Ruptures conventionnelles : un pari risqué qui s'appuie sur un succès indiscutable 

Introduites par l'accord de modernisation du marché du travail du 11 janvier 2008, les ruptures conventionnelles représentent 17% des fins de CDI. En mars 2018, leur nombre atteignait les 3.012 millions après 116 mois d'existence. Au premier trimestre 2018, les ruptures conventionnelles dépassaient les 36.200. 

La SATT Ouest Valorisation a investi 4,9 millions d'euros 

En charge de l'accompagnement des projets de laboratoires publics pour des transferts de technologies ou des créations d'entreprises, la SATT Ouest Valorisation a engagé l'année dernière la somme de 4,9 millions d'euros. Cet investissement a permis à 25 programmes (santé, chimie, matériaux, nouvelles technologies du digital …) de trouver leur équilibre économique et commercial.
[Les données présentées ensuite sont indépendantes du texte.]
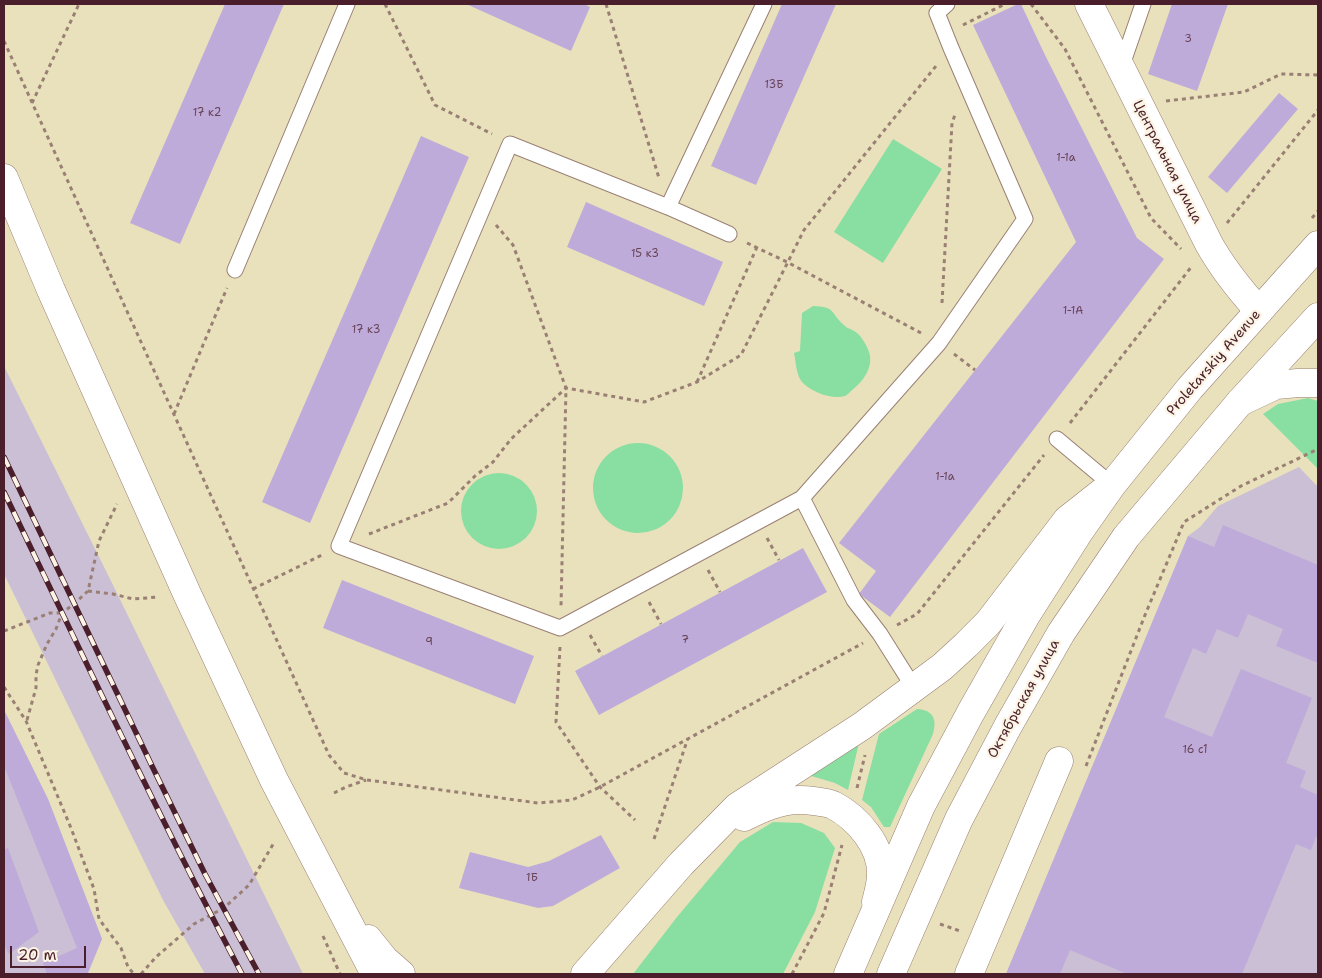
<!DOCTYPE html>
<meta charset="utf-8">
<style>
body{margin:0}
#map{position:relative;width:1322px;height:978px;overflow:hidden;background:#e9e1bc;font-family:"Shantell Sans",sans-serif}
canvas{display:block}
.frame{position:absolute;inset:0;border:5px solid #4a1f2b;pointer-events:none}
.scale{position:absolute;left:10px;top:946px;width:76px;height:22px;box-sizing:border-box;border:2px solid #4a1f2b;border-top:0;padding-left:6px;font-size:15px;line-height:18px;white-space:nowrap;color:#4a1f2b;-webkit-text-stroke:4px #fcf5e5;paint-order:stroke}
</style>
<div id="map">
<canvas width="1322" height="978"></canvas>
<div class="frame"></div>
<div class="scale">20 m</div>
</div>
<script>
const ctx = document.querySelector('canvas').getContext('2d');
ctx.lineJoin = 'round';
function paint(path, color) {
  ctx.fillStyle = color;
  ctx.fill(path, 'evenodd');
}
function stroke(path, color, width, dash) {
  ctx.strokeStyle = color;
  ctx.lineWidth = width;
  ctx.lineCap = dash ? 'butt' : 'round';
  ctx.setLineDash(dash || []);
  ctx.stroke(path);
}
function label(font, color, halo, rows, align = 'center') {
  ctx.font = font + ' "Shantell Sans",sans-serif';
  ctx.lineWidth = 4.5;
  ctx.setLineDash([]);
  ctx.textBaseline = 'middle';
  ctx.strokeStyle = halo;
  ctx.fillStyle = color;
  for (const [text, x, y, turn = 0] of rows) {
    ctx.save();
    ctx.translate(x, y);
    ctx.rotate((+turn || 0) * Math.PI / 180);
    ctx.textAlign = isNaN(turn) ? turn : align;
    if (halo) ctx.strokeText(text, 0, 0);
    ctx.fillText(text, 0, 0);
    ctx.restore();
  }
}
paint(new Path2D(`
 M4,366L111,581L303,974H205L163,900L4,574Z
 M1299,467L1318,487V974H1006L1188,536L1200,527L1218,506Z
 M4,710L48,799L102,939L88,974H4Z`), '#cbbfd5');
paint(new Path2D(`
 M893,139L942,169L883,263L834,232Z
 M813,306C837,307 829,312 844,325C847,329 853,329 857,333C862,337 867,346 869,352C874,367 863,382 851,391C849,393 847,395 845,396C832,400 811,392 802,382C796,375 796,362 794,353L800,351L802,313Z
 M1308,398L1318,401V469L1263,414L1278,404Z
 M593 488a45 45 0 1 1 90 0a45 45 0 1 1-90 0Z
 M461 511a38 38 0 1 1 76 0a38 38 0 1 1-76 0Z
 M917,709C934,710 937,720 933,734L890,827H884L871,807L862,800L879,734Z
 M859,743L848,790L835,783L808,775Z
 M773,822L801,823L824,833L835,848L815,912L783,974H633L677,917L740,842Z`), '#89dea1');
paint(new Path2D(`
 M225,4H284L180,244L130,223Z
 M466,4H584L590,7L571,51Z
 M782,4H836L756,185L711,166Z
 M1018,4H1021L1045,55L1137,238L1164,259L890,617L859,594L876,571L839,543L1076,242L973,25Z
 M1172,4H1228L1197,91L1148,74Z
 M1279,93L1298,109L1227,193L1208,177Z
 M421,136L469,157L310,523L262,502Z
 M586,202L723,262L704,306L567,247Z
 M1223,525L1318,565V663L1276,646L1283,629L1248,614L1238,638L1217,629L1206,654L1193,648L1164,717L1212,737L1241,669L1312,698L1286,763L1306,771L1300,787L1318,795V832L1311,850L1296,844L1242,974H1127L1070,950L1060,974H1006L1188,536L1214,547Z
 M803,548L827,592L599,715L575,671Z
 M342,580L534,656L515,704L323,628Z
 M4,710L48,799L102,939L87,974H47L43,963L77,948L4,766Z
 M601,835L620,868L553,906L538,908L459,888L470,852L528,867L549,861Z
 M8,848L39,932L9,954L4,945V850Z`), '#bfabd9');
const service = new Path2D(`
 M1121,68L1143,4
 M668,207L764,4
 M729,234L668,207L510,144L339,546L560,628L802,498
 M235,270L347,4
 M1057,439L1112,485
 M914,688L880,634L854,600L802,498L939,343L1025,219L951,48L937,13L947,4`);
const minor = new Path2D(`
 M1089,4L1209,244C1223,269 1240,290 1259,311
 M969,974L1059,761`);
const secondary = new Path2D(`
 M4,178L51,290L188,596L274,780L375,974
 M1240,402L1276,385L1298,383H1318
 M744,817C760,809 779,800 799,800C807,800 826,802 833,805C858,818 882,846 881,875C881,884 878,894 876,902
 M368,939L385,960L401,974
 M585,974L681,864L737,807L862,726L942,667L966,645L988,623L1067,520L1105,490`);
const primary = new Path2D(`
 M848,974L921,806L971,712L1025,617L1079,532L1112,485L1190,388L1318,245
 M891,974L959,819L1008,726L1061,633L1126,537L1240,402L1318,317`);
stroke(service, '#9a8074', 17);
stroke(minor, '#9a8074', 29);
stroke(secondary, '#9a8074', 29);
stroke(primary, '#9a8074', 29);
stroke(new Path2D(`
 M385,4L435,105L492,134
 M606,4L659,178
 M1031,4L1065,49L1151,218L1181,249
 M963,25L1005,4
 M4,41L329,755L344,773L367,780L538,803L572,800L600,787L863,643
 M1166,101L1244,92L1281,74L1318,75
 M32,103L79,4
 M1312,218L1318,211
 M1227,223L1318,110
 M496,225L513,245L566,388L561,606
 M747,243L787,262L921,333
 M942,303L952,123L956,112
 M954,354L975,370
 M697,382L757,247
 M174,414L227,288
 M1070,423L1192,266
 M369,534L448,503L475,476L493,462L511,439L566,388L644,402L697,382L741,355L804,230L936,66
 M767,538L779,560
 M708,570L720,592
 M253,589L322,555
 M88,591L113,594L133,599L159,597
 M649,602L661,624
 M897,625L917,614L1044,455
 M4,631L50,613H62
 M590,635L602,656
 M560,647L556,722L600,787L635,820
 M4,687L26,721L71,828L94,889L99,919L121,948L128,967L134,974
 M27,720L36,688V675L38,665L47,644L56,629L62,613L74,604L88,591L99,541L117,504
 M1086,766L1145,615L1184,522L1241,486L1318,449
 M857,788L865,755
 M334,793L346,787L366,780
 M654,839L688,738
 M940,924L960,931
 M323,936L340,974
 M141,974L156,957L194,924L224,908L249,885L275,841
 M792,974L824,913L842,845`), '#9a8074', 3, [4, 4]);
stroke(service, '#fff', 15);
stroke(minor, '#fff', 28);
stroke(secondary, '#fff', 28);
stroke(primary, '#fff', 28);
const rail = new Path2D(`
 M4,457L152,766L205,874L259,974
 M4,492C82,654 158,815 242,974`);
stroke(rail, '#4a1f2b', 5.5);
stroke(rail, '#fcf5e5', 4, [11]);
label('11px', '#674256', null, [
 ["3",1188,39],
 ["13Б",774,85],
 ["17 к2",207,113],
 ["1-1а",1066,158],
 ["15 к3",645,254],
 ["1-1А",1073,311],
 ["17 к3",366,330],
 ["1-1а",945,477],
 ["7",685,640],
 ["9",429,642],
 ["16 с1",1195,750],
 ["1Б",532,878]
]);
label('14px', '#4a1f2b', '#fcf5e5', [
 ["Центральная улица",1167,162,63],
 ["Proletarskiy Avenue",1214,363,-49],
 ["Октябрьская улица",1024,699,-61]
]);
</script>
La SATT Ouest Valorisation a par ailleurs signé en 2017 un total de 500 contrats avec des entreprises (transferts de technologies) pour un montant global de 11 millions d'euros. 

Les indépendants ont aussi droit à la formation, mais peu y ont accès 

Comme les salariés, les travailleurs indépendants bénéficient d'un droit à la formation continue. En effet, depuis 2011, ils cotisent à des fonds d'assurance formation (FAF) spécifiques. Les formations relevant de l'obligation de formation continue sont prioritaires. Par ailleurs, les travailleurs indépendants bénéficient du compte personnel de formation (CPF) depuis le 1er janvier. Mais les montants pris en charge par les FAF restent modestes. Les indépendants peuvent également se tourner vers les chambres des métiers ou Pôle emploi pour obtenir des aides au financement. Enfin, un crédit d'impôt pour la formation des dirigeants d'entreprise est aussi disponible. 

L'emploi intérimaire continue sa progression en Bretagne 

D'après les chiffres publiés par Prism'emploi, l'emploi intérimaire se porte bien en Bretagne. En mars 2018, le nombre d'intérimaires a en effet augmenté de 10,5% par rapport au même mois de 2017. Dans le détail, l'industrie est en hausse de 14,7%, le commerce de 11,4%, les services de 8,7%. Deux secteurs s'affichent en revanche en baisse : le B-TP (-0,1%) et les transports (-1,5%).